Labour leader Sir Keir Starmer pledged to prioritise prevention, local healthcare and patient choice in his speech at the Progressive Britain Conference today.
He outlined goals of accessibility and tackling health inequalities, as well as focusing on major disease areas such as cardiovascular disease, although the speech contained few details about how the plan would be achieved.
While pledging to improve access to GP appointments, bring back the family doctor and tackle hospital waiting and discharge lists, he made no mention of community pharmacy.
Prevention comes first
Sir Keir described his ‘prize’ as ‘an NHS where prevention comes first’.
‘We must move from a mind-set that views health as all about sickness to one where we put prevention first – right across society,’ he said.
The Labour leader committed to improving healthy life expectancy for all and halving the inequality gap between different regions of England.
And he said that improving health was about more than just investing in the NHS, and said that wider policies, such as employment, housing, or water regulation, should all be seen as health policies.
Reducing cardiovascular disease, cancer and suicide
Labour would ‘zone-in’ on what Sir Keir said were the country’s three ‘biggest killers’: cardiovascular diseases, cancer and suicide.
If elected to government, he pledged to cut the number of heart attacks and strokes by a quarter within a decade, and make sure that 75% of all cancer is diagnosed at stage one or two.
He also committed to ‘revolutionise’ mental health treatment with 8,500 new mental health professionals, specialist access in schools and guaranteed treatment within four weeks for those that need it.
Technology
Sir Keir said that scientific and technological advances, such as personalised medicines and new vaccines, could herald a ‘revolution that could transform healthcare for the better’.
He promised a ‘move from an analogue to a digital NHS’ and said that making the most of the NHS app and other innovations could mean fully digital patient records, managing bookings and referrals and giving patients control of their data.
Access to healthcare
The Labour leader said that he was aiming for an NHS ‘where care is closer to home’.

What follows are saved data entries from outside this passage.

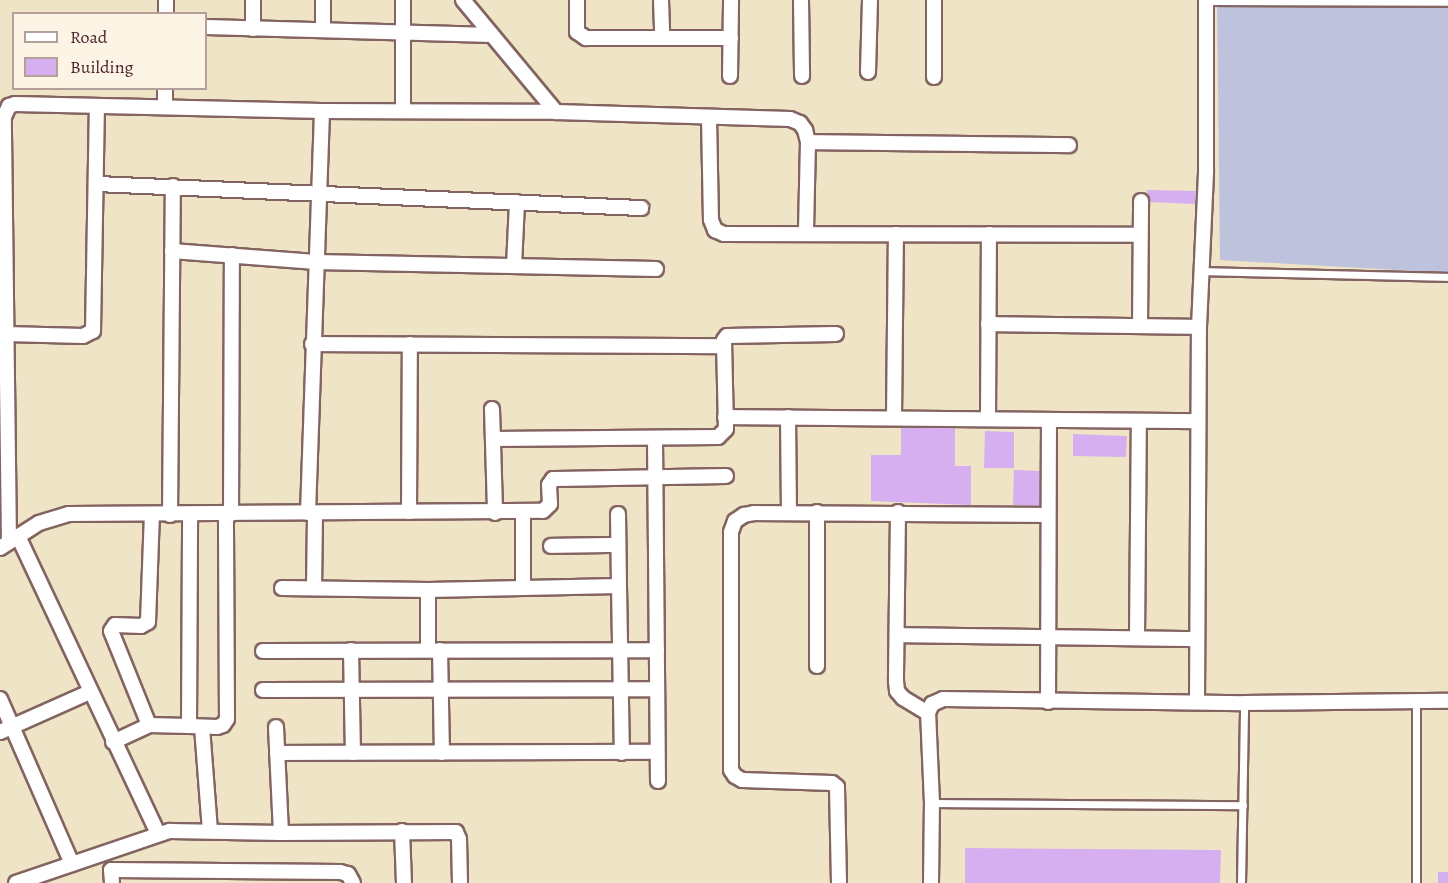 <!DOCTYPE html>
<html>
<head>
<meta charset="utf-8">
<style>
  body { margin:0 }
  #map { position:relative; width:1448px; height:883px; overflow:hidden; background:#efe4c6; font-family:Alegreya,serif }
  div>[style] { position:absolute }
  .industrial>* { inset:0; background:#bfc2dd }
  .building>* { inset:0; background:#d5afef }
  .roads { filter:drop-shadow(2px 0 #846461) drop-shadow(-2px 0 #846461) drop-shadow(0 2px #846461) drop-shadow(0 -2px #846461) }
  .lane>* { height:7px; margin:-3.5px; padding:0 3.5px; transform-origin:3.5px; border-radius:3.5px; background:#fff }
  .street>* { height:14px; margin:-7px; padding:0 7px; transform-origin:7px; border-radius:7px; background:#fff }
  span { translate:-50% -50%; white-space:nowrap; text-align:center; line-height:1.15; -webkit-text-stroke:4.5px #fcf5e5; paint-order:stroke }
  .legend { position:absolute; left:12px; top:12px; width:195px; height:78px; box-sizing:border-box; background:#fcf5e5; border:2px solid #b59f9b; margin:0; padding:8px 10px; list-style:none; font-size:18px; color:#4a1f2b }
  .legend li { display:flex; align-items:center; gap:12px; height:30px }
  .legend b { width:30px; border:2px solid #b59f9b }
</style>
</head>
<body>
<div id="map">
  <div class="industrial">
    <i style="clip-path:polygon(1217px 0,1448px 0,1448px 273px,1220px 260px)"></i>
  </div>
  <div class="building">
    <i style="clip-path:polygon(1147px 190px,1196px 191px,1195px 204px,1150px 202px)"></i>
    <i style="clip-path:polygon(901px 428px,955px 428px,955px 466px,971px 466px,971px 505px,871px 501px,871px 455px,901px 455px)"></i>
    <i style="clip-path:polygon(985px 431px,1014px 432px,1014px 468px,984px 468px)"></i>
    <i style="clip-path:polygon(1073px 434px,1127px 436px,1126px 457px,1073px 456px)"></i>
    <i style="clip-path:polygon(1014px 470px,1040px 471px,1040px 506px,1013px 505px)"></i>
    <i style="clip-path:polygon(965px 848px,1221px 850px,1220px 883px,965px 883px)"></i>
    <i style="clip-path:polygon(1438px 872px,1448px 872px,1448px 883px,1438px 883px)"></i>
  </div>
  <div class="roads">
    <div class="lane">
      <i style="left:1206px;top:1px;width:242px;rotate:0.2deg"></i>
      <i style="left:1202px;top:271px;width:246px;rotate:1.4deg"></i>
      <i style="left:932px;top:803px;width:311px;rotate:0.4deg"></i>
      <i style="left:1241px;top:883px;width:180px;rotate:-89deg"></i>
      <i style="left:1416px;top:883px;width:182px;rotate:-90deg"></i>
    </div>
    <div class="street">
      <i style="left:323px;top:0;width:30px;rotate:90deg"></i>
      <i style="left:403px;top:0;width:111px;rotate:90deg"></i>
      <i style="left:463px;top:0;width:146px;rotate:50.3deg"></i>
      <i style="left:577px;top:0;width:32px;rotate:90deg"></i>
      <i style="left:577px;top:32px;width:11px;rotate:34deg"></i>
      <i style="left:586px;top:38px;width:145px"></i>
      <i style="left:661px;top:0;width:37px;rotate:88deg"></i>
      <i style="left:801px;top:0;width:76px;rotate:89.2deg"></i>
      <i style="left:166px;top:14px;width:14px;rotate:-90deg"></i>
      <i style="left:206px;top:27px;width:286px;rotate:1.6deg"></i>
      <i style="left:253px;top:29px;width:29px;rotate:-90deg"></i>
      <i style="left:868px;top:72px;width:72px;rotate:-88.4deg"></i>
      <i style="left:730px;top:76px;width:76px;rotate:-89.2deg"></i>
      <i style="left:934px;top:77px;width:77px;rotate:-90deg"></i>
      <i style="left:165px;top:106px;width:18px;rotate:-90deg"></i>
      <i style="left:709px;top:117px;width:103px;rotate:88.9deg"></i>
      <i style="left:711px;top:220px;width:11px;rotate:68deg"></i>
      <i style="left:715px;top:230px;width:10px;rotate:24deg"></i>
      <i style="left:724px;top:234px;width:416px;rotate:0.1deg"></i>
      <i style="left:808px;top:142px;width:261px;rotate:0.7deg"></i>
      <i style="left:97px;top:184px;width:545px;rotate:2.53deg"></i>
      <i style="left:172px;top:251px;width:144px;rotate:4.4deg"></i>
      <i style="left:316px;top:262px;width:340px;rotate:1.2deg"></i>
      <i style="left:514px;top:266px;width:64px;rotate:-87.3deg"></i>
      <i style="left:988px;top:324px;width:211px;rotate:0.8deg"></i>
      <i style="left:1140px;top:325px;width:124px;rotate:-89.5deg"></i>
      <i style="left:6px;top:334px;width:77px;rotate:1.5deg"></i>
      <i style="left:83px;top:336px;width:11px;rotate:-27deg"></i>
      <i style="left:93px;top:331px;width:225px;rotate:-89deg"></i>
      <i style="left:312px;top:344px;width:412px;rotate:0.3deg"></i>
      <i style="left:492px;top:409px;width:104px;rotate:88.3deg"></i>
      <i style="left:725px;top:417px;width:473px;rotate:0.5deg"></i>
      <i style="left:788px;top:417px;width:95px;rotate:89.4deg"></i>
      <i style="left:894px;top:418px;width:184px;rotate:-89.4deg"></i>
      <i style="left:988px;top:418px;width:184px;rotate:-89.7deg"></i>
      <i style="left:493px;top:439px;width:225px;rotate:-0.5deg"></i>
      <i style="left:718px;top:437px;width:11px;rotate:-45deg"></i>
      <i style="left:726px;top:429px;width:89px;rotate:-91.3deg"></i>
      <i style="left:724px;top:340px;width:5px;rotate:-53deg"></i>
      <i style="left:727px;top:336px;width:109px;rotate:-1.1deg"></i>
      <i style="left:655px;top:439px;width:342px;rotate:89.5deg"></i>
      <i style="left:409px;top:512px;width:168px;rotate:-89.7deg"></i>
      <i style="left:523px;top:512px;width:76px;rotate:90deg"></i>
      <i style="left:817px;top:512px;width:154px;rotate:90deg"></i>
      <i style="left:898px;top:512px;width:169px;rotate:90.7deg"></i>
      <i style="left:896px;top:681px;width:10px;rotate:84deg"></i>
      <i style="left:897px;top:691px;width:9px;rotate:49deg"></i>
      <i style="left:903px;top:698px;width:29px;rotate:31deg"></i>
      <i style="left:308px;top:513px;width:402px;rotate:-88deg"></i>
      <i style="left:231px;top:514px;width:259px;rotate:-89.8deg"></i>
      <i style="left:170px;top:515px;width:329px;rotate:-89.5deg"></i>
      <i style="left:18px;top:536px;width:329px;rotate:64.8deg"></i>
      <i style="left:9px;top:542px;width:425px;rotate:-90.7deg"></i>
      <i style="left:4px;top:117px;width:12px;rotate:-66deg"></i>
      <i style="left:9px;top:106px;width:6px;rotate:-18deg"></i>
      <i style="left:15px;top:104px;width:307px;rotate:1.3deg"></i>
      <i style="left:322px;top:111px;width:234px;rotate:0.2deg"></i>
      <i style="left:556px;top:112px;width:234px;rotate:1.7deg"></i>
      <i style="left:790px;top:119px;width:11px;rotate:22deg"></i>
      <i style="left:800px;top:123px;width:9px;rotate:54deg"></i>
      <i style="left:805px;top:130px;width:12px;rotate:76deg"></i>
      <i style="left:808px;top:142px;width:91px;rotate:91.3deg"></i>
      <i style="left:551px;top:546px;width:67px;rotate:-0.9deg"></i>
      <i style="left:0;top:548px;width:46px;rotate:-32.7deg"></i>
      <i style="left:39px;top:523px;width:31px;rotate:-17deg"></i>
      <i style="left:69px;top:514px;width:474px;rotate:-0.4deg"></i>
      <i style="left:543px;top:511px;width:10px;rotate:-45deg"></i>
      <i style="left:550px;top:504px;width:19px;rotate:-93deg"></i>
      <i style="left:549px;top:485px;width:7px;rotate:-56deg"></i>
      <i style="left:553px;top:479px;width:173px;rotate:-1deg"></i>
      <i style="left:619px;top:586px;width:167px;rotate:89deg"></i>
      <i style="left:282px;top:588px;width:146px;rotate:0.8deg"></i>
      <i style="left:428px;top:590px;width:191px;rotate:-1.2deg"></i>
      <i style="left:619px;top:586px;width:72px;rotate:-90.8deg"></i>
      <i style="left:314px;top:588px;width:75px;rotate:-89.2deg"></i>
      <i style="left:897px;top:635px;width:299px;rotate:0.8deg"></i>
      <i style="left:1137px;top:637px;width:215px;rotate:-89.5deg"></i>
      <i style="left:351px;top:650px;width:103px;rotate:88.9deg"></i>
      <i style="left:428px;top:650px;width:60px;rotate:-90deg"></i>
      <i style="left:440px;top:650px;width:103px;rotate:88.9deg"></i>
      <i style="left:263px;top:651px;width:394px;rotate:-0.1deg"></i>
      <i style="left:263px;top:690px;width:394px;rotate:-0.1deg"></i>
      <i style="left:0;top:699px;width:180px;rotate:66.4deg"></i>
      <i style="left:1048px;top:702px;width:282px;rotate:-89.8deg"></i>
      <i style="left:1197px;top:702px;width:375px;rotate:-89.7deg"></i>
      <i style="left:1199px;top:327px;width:157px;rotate:-87.4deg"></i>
      <i style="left:1206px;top:170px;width:170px;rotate:-90deg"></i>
      <i style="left:149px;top:725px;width:40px;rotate:1.4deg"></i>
      <i style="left:189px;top:726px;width:211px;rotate:-89.7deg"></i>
      <i style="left:189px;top:726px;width:28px;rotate:2deg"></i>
      <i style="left:217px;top:727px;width:6px;rotate:-18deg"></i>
      <i style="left:223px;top:725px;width:7px;rotate:-56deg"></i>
      <i style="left:227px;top:719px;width:205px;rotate:-90.3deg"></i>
      <i style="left:202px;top:727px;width:103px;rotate:85.6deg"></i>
      <i style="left:0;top:732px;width:98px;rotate:-24deg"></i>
      <i style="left:113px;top:742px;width:40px;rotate:-25deg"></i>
      <i style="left:149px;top:725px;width:101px;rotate:-112deg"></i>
      <i style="left:111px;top:631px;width:7px;rotate:-56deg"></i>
      <i style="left:115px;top:625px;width:26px;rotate:2deg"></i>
      <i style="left:141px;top:626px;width:8px;rotate:-30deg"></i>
      <i style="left:148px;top:622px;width:107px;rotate:-87.9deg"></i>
      <i style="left:277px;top:753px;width:380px;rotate:-0.2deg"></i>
      <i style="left:402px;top:831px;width:52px;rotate:87.8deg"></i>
      <i style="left:281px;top:833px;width:175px;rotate:-0.3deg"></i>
      <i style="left:456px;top:832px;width:8px;rotate:67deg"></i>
      <i style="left:459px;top:839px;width:44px;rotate:88.7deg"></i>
      <i style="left:16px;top:883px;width:163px;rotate:-18.7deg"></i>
      <i style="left:170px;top:831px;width:111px;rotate:1deg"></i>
      <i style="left:281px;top:833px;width:106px;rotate:-92.7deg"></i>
      <i style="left:112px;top:883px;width:13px;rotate:-94deg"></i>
      <i style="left:111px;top:870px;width:229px;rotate:0.5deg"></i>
      <i style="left:340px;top:872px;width:8px;rotate:14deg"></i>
      <i style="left:348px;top:874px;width:10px;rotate:61deg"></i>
      <i style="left:839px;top:883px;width:96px;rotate:-91.2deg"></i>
      <i style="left:837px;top:787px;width:6px;rotate:-141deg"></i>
      <i style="left:832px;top:783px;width:90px;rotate:-178.1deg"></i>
      <i style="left:742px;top:780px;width:8px;rotate:-150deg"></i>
      <i style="left:735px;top:776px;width:7px;rotate:-124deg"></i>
      <i style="left:731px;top:770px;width:238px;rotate:-90deg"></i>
      <i style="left:731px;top:532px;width:12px;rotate:-70deg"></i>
      <i style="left:735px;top:521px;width:11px;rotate:-34deg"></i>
      <i style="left:744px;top:515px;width:10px;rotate:-11deg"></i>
      <i style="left:754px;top:513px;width:293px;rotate:0.4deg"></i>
      <i style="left:931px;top:883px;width:80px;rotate:-89.3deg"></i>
      <i style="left:932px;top:803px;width:90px;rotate:-92.5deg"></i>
      <i style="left:928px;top:713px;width:10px;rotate:-66deg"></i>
      <i style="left:932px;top:704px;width:12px;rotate:-24deg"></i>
      <i style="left:943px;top:699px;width:301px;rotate:0.8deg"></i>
      <i style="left:1244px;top:703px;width:204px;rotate:-0.6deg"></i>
    </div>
  </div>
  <ul class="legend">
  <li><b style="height:8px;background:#fff"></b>Road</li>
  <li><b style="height:16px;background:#d5afef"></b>Building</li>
  </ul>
</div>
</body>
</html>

Instead of patients being ‘stuck on the call at 8am’, he promised ‘a primary care system that offers different choices for different needs’.
And instead of ‘long waits at A&E’, he said that Labour would deliver ‘hospitals that carry a lighter load, because more care is in the community’.
He spoke about bringing services such as GPs and social care together, and suggested options such as diagnostic screenings in ‘supermarkets, libraries, leisure centres, communities’.
A recent report by the Company Chemists’ Association suggested that with adequate investment, community pharmacy could become a ‘one-stop-shop’ for initial cardiovascular care where appropriate and free up much-needed capacity in GP access.
And it estimated that by 2026, community pharmacy could deliver around 15m blood pressure checks, identifying over 650,000 patients with high blood pressure and preventing up to 5,800 heart attacks and 8,800 strokes.